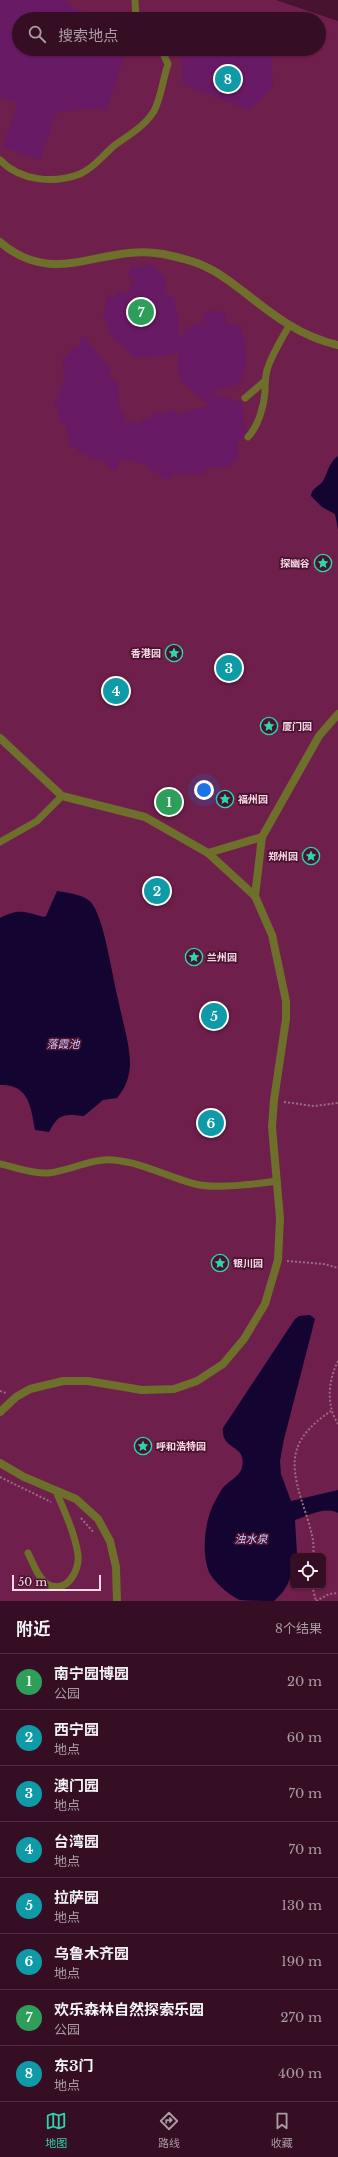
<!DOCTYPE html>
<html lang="zh">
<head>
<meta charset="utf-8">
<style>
  body { margin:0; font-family:"Libre Baskerville","Noto Sans SC",serif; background:#3d172b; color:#f1f3f6 }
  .controls { position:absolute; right:12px; bottom:12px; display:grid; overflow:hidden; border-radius:6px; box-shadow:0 1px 3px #0004 }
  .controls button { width:36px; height:36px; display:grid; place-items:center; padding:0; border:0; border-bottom:1px solid #4f2e41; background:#350e23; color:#f1f3f6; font:20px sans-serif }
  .scale { position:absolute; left:12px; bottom:10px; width:89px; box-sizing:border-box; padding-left:4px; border:2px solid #fcd9e7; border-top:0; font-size:11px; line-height:14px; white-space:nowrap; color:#fcd9e7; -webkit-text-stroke:3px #47132f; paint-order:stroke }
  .you { position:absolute; left:204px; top:790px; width:14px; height:14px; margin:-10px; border:3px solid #fff; border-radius:50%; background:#1a73e8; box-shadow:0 0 0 6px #1a73e833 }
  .badge { display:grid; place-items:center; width:26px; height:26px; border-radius:50%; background:#2ed4aa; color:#fff; font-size:13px; font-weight:700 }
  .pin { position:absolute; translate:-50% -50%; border:2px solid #fff; box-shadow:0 1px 4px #0006 }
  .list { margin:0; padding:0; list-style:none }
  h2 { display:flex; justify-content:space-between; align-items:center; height:52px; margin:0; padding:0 16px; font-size:17px }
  h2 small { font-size:13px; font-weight:400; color:#aa9ca6 }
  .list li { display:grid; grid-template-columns:26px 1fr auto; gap:12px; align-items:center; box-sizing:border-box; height:56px; padding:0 16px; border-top:1px solid #4f2e41 }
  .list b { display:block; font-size:15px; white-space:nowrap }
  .list p { margin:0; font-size:13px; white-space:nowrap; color:#aa9ca6 }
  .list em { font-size:13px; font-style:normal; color:#aa9ca6 }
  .icon { flex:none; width:22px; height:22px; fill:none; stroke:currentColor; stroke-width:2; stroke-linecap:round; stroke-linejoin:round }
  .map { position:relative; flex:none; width:338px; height:1601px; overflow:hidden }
  .search { position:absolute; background:#350e23; box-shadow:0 1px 3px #0004; left:12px; right:12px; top:12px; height:44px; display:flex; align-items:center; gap:10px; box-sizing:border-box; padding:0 14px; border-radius:22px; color:#aa9ca6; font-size:15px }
  .sheet { height:500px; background:#350e23 }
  nav { display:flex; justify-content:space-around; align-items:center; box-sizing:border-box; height:56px; border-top:1px solid #4f2e41; background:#350e23; font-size:11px; color:#aa9ca6 }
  nav a { display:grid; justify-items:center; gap:2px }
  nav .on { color:#2ed4aa }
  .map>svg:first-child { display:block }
</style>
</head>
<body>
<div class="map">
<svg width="338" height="1601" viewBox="0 0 338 1601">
  <rect width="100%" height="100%" fill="#47132f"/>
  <!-- green -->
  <path fill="#6f1f4b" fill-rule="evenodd" d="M0,0h276l62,21v1580h-338zM19,19h300v30h-300zM293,1556h30v30h-30z"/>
  <!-- water -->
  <g fill="#130432">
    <path d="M338,456v74l-3,-16 -13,-7 -11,-11c1,-9 8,-9 12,-15 5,-9 6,-19 15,-25z"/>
    <path d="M57,891c11,2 29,3 36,14 12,19 19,70 25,94 4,21 12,44 12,66 -1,13 -4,22 -13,33l-14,2 -19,16c-20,-2 -25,-3 -35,16l-14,-2c-4,-23 -6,-46 -35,-45v-167c20,-10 24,-6 44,-1l2,-1z"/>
    <path d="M310,1315l5,4 -31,120 -4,22 1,13 10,27 47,-11v23c-13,-7 -30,3 -43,7l2,34v2h-4c0,19 -4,32 -19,45 -9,0 -25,0 -34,-1 -10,-4 -26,-18 -31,-28 -8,-19 -4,-52 5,-69 3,-5 5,-10 8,-14 5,-7 19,-13 20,-22 5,-24 -21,-15 -19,-39l72,-109 4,-3z"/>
  </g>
  <!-- building -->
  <g fill="#691a64">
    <path d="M0,0h66l7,8 27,9v2h-81v30h108l-21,62 -10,-3 -40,5 -16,47 -37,-13 15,-44 -18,-6z"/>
    <path d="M183,49l88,1 2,37 -24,23 -65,-25 -4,-33z"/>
    <path d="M146,264l10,2v3l9,9 1,14 4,5 5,1v11l4,5v23l14,-13h9l2,-10 7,-3 11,1 3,2 2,10 14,1 1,4v6l3,5 1,24 -6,19 -29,10 31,10 4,29 -2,7 -6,2v20h-7l-2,7 -13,-2 -1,2h-9l-1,6 -16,-1v2l-16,-2v6l-13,-1v-5l-8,-1 -8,-8 -8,-2v-1l-18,-1 -1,10 -10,-2 -1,-8h-12l-16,-9 -1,-3 -8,-2 -3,-21 -7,-4v-11l-5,-5 10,-26 -1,-21 6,-3 3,-8 6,1 4,-12 7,3v5l22,24 -2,9 9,6 1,26 4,3 2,10 16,2 3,-7 7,2 2,-7 14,2 2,-4h8v5l32,-10 -30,-25 -1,-27 -16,3 -28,1 -26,-24v-10l-5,-3 4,-25 7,3 4,-7 10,3 5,-15 -5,-3 3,-10 15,1z"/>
  </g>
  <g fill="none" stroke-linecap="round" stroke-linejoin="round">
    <!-- path -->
    <g stroke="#9a6d83" stroke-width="2" stroke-dasharray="2 2" stroke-linecap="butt">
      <path d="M284,1102l30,4 24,-3"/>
      <path d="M287,1261l37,3 14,4"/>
      <path d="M338,1361c-10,20 -12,44 0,63"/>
      <path d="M0,1391l6,2"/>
      <path d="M0,1477l51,25"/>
      <path d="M81,1518l13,15"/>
      <path d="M313,1556c2,-14 -2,-25 -6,-39 -16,-48 -24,-74 24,-106"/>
      <path d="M312,1586l4,15"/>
      <path d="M316,1601l13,-7 9,-1"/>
    </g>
    <!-- service -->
    <g stroke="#6d6f2b" stroke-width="7">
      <path d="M135,0l1,19"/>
      <path d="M0,160c20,21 54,24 80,14 14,-6 23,-19 35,-29 14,-10 30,-19 39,-34 7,-13 9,-32 14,-47l-5,-11 -5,-4"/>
      <path d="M245,398l20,-17"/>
      <path d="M248,437c10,-11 16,-30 17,-45 0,-8 0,-14 2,-22 5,-16 14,-30 22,-44"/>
      <path d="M0,842l37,-21 25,-25"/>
      <path d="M0,1164c15,3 32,10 48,9 22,-2 43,-15 65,-13 28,2 55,17 82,24 20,5 61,0 82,-3"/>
      <path d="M28,1553c5,10 10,25 19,31 19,11 33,-13 31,-29 -3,-22 -14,-44 -22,-64"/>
    </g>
    <!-- minor -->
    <g stroke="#6d6f2b" stroke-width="8">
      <path d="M0,242c56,48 101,1 163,12 14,3 30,6 43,13 14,6 26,16 38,25 29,23 57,45 94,53"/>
      <path d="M0,738l62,58 83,21 63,36 54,-16 -7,59 17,39 14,66v18l-12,81 -2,27 8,91 -2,42 -13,44 -21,35 -21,25 -26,17 -23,8 -32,1 -54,-9h-25l-33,8 -14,8 -16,15"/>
      <path d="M262,837l57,-101 19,-22"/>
      <path d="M208,853l47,43"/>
      <path d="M0,1463l24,14 52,22 22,20 12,22 6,26 1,34"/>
    </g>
  </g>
  <!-- icons -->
  <defs>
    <symbol id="sight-ring" viewBox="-11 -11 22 22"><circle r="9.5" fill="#47132f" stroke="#2ed4aa" stroke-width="1.5"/><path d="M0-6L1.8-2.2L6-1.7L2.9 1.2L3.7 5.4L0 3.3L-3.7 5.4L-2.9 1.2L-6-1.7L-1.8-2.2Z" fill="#2ed4aa"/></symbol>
  </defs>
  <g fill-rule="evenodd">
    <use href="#sight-ring" x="313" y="553" width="20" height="20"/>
    <use href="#sight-ring" x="164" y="643" width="20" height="20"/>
    <use href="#sight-ring" x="259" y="716" width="20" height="20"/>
    <use href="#sight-ring" x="215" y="789" width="20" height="20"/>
    <use href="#sight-ring" x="301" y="846" width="20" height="20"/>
    <use href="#sight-ring" x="184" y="947" width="20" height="20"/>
    <use href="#sight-ring" x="210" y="1253" width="20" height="20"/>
    <use href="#sight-ring" x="133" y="1436" width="20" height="20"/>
  </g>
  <g text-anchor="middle" stroke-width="3.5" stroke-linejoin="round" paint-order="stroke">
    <!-- poi labels -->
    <g font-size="10" font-weight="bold" fill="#fcd9e7" stroke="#47132f" text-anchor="start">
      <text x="310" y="567" text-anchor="end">探幽谷</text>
      <text x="161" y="657" text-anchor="end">香港园</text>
      <text x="282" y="730">厦门园</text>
      <text x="238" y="803">福州园</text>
      <text x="298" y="860" text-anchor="end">郑州园</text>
      <text x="207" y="961">兰州园</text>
      <text x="233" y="1267">银川园</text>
      <text x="156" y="1450">呼和浩特园</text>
    </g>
    <!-- water labels -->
    <g font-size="11" font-style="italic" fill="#d2ccfd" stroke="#47132f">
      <text x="63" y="1048">落霞池</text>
      <text x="251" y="1543">浊水泉</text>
    </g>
  </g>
</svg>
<div class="controls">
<button><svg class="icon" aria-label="locate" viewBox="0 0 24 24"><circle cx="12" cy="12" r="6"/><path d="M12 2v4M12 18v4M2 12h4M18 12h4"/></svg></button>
</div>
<div class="scale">50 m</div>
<div class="you"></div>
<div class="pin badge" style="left:169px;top:802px;background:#2e9e5b">1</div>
<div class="pin badge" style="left:157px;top:891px;background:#0f9aa8">2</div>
<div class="pin badge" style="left:229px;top:668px;background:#0f9aa8">3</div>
<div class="pin badge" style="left:116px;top:691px;background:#0f9aa8">4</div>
<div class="pin badge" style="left:214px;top:1016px;background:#0f9aa8">5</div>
<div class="pin badge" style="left:211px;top:1123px;background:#0f9aa8">6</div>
<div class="pin badge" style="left:141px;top:312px;background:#2e9e5b">7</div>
<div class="pin badge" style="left:228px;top:79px;background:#0f9aa8">8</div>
<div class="search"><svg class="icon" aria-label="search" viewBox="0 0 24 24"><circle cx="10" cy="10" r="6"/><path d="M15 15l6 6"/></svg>搜索地点</div>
</div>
<section class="sheet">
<h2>附近<small>8个结果</small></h2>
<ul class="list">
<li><span class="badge" style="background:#2e9e5b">1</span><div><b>南宁园博园</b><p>公园</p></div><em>20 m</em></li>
<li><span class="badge" style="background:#0f9aa8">2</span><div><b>西宁园</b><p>地点</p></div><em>60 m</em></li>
<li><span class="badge" style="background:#0f9aa8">3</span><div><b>澳门园</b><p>地点</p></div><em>70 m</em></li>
<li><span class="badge" style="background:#0f9aa8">4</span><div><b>台湾园</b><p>地点</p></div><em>70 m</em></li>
<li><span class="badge" style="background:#0f9aa8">5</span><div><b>拉萨园</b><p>地点</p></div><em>130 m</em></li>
<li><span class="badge" style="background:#0f9aa8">6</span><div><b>乌鲁木齐园</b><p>地点</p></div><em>190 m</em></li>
<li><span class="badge" style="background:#2e9e5b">7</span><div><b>欢乐森林自然探索乐园</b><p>公园</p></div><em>270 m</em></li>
<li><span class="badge" style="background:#0f9aa8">8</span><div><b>东3门</b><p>地点</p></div><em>400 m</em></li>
</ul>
</section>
<nav>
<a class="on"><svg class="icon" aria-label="map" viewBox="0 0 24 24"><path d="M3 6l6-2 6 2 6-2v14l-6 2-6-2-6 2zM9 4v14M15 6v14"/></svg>地图</a>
<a><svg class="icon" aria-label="directions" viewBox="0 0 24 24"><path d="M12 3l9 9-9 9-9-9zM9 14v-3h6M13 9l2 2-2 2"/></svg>路线</a>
<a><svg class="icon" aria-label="saved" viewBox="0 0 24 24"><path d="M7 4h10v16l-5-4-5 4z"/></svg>收藏</a>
</nav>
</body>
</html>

--------------------

Work request >> Return all lines from the material that contain "white".

The completed task >>
  .scale { position:absolute; left:12px; bottom:10px; width:89px; box-sizing:border-box; padding-left:4px; border:2px solid #fcd9e7; border-top:0; font-size:11px; line-height:14px; white-space:nowrap; color:#fcd9e7; -webkit-text-stroke:3px #47132f; paint-order:stroke }
  .list b { display:block; font-size:15px; white-space:nowrap }
  .list p { margin:0; font-size:13px; white-space:nowrap; color:#aa9ca6 }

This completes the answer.